Le avventure in musica di Sounds & Grooves continuano nella 12°stagione di RadioRock.to The Original
Speriamo che siano state di vostro gradimento tutte le novità messe in campo dalla 12° stagione di radiorock.to: dall’atteso restyling del sito, al nuovo hashtag #everydaypodcast che ci caratterizza, per finire (last but not least) alla qualità della musica e del parlato che speriamo sempre sia all’altezza della situazione e soprattutto delle vostre aspettative. La Radio Rock in FM come la intendiamo noi è sparita da due decenni, ma in questi 12 anni stiamo tenendo accesa una fiammella, cercando di raddoppiarla, moltiplicarla, farla diventare un faro di emozioni e qualità musicale con tutta la passione e la voglia di fare radio che nonostante tutto non ci è mai passata.
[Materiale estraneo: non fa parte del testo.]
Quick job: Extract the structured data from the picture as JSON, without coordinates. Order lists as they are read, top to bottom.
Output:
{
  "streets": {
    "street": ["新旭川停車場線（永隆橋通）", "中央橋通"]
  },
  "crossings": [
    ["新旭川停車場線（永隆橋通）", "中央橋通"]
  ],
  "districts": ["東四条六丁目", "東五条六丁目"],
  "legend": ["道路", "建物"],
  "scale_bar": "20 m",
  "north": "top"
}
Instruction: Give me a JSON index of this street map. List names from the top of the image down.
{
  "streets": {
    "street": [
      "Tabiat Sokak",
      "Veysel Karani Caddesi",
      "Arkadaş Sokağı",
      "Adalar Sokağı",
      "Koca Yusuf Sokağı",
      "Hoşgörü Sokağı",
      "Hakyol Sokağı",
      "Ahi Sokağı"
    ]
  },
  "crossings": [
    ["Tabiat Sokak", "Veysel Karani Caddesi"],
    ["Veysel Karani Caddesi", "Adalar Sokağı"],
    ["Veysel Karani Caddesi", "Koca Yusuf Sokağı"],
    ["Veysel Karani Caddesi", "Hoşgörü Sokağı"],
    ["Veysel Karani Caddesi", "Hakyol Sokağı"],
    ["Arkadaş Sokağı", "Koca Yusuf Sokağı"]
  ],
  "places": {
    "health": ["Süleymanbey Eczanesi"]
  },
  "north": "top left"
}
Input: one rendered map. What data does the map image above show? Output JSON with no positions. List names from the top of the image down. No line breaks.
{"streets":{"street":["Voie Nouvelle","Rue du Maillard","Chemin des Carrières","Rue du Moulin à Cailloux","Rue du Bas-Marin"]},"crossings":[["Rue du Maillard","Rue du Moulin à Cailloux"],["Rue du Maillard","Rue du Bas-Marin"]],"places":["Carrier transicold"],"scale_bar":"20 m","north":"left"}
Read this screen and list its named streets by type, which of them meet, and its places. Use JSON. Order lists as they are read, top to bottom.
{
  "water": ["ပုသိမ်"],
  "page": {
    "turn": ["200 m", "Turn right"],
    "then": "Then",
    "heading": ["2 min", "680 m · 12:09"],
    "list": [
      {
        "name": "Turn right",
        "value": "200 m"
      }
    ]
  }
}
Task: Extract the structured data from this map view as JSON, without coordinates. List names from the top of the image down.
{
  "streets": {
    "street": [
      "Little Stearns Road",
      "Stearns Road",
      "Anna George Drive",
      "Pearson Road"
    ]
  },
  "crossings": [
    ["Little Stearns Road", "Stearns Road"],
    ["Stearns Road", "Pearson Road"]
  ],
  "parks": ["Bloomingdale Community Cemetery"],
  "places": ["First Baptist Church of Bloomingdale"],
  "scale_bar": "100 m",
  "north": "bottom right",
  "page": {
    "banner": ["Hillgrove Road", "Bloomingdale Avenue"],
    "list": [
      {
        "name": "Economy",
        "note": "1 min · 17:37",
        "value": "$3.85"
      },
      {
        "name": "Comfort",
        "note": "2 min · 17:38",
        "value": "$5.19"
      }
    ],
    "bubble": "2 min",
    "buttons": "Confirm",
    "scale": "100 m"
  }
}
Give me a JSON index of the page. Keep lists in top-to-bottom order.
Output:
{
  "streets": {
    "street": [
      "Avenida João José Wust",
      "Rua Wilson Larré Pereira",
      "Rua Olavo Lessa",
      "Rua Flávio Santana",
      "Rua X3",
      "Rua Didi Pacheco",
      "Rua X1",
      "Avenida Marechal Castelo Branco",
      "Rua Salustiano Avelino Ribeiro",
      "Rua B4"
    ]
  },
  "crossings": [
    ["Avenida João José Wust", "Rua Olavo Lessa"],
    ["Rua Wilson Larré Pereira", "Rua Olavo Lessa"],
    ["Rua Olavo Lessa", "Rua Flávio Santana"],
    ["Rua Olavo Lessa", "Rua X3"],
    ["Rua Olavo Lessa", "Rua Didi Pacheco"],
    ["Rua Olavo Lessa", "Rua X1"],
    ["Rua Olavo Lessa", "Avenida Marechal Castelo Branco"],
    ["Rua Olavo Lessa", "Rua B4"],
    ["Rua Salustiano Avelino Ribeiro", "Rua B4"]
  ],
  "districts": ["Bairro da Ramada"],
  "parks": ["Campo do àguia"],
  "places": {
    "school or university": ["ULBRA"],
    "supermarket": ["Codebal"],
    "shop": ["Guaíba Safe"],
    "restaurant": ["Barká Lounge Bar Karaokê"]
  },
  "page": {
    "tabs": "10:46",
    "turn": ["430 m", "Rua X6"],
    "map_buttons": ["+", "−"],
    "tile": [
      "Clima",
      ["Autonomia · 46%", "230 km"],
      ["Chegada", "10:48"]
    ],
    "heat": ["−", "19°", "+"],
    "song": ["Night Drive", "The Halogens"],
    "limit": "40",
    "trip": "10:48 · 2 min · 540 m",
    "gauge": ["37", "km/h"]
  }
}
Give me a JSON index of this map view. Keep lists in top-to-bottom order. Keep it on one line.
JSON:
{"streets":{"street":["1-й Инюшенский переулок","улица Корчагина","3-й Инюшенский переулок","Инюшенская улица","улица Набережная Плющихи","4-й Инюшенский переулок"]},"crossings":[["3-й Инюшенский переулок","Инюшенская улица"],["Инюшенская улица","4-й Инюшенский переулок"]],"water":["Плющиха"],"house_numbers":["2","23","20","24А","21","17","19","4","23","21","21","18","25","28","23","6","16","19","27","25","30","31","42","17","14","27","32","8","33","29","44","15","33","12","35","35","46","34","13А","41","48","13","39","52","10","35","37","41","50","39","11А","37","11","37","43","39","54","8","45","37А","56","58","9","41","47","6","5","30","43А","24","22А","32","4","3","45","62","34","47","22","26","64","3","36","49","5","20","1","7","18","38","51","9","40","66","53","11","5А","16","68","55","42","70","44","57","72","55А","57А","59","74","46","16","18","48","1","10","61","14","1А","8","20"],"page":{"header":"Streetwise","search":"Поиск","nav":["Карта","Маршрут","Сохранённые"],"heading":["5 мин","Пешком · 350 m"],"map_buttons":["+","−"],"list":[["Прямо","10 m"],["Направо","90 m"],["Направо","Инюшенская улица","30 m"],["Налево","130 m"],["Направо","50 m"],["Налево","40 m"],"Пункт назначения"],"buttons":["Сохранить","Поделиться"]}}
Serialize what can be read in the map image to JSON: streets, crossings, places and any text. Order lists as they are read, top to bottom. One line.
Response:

Il terzo episodio di Sounds & Grooves racchiude il mio piccolissimo tributo ad un gigante della musica come Tom Petty, ma la splendida “Runnin’ Down A Dream” è solo una parte di questa lunga cavalcata sonora di circa 81 minuti che vede anche un piccolo viaggio nella musica di frontiera italiana con Sacri Cuori e 2Hurt, la furia di Pissed Jeans, Unwound e Nine Inch Nails, e la destrutturazione di blues/soul/funk creata da Todd Rittmann (ex US Maple) ed i suoi fantastici Dead Rider. La seconda parte è più riflessiva e malinconica, con la psichedelia malinconica di Galaxie 500 e Mazzy Star, il suggestivo incanto da crooner di Richard Hawley, il post rock americano dei The For Carnation e quello britannico di Hood e Bark Psychosis. Non mancate di farci sentire il vostro affetto e di darci il vostro apporto quotidiano. E’ una stagione importante, ci siamo rifatti il trucco per offrire anche dal punto di vista grafico e funzionale con un sito web nuovo di zecca al passo con i tempi. Eccoci. Siamo tornati.
Download, listen, enjoy!!!
Prima di partire con questo viaggio in musica potete effettuare il download del podcast anche nella versione a 320 kb/s semplicemente cliccando sul banner qui sotto.
Apriamo le danze con il ritorno delle eterne promesse dell’hardcore/noise Pissed Jeans. Il loro quinto disco intitolato Why Love Now li consacra ai livelli più alti. L’album, co-prodotto dalla regina della no wave Lydia Lunch, è una continua e mastodontica esplosione: dodici tracce che mostrano una rabbia controllata a stento e convogliata nei giusti binari dalla voce di un sempre più convincente Matt Korvette. “Activia” è uno dei brani più immediati e coinvolgenti di un disco (e di un gruppo) che stupisce una volta di più per potenza muscolare e scrittura raffinata. Tra l’altro in alcuni brani c’è da segnalare anche la presenza della voce narrante della scrittrice Lindsay Hunter.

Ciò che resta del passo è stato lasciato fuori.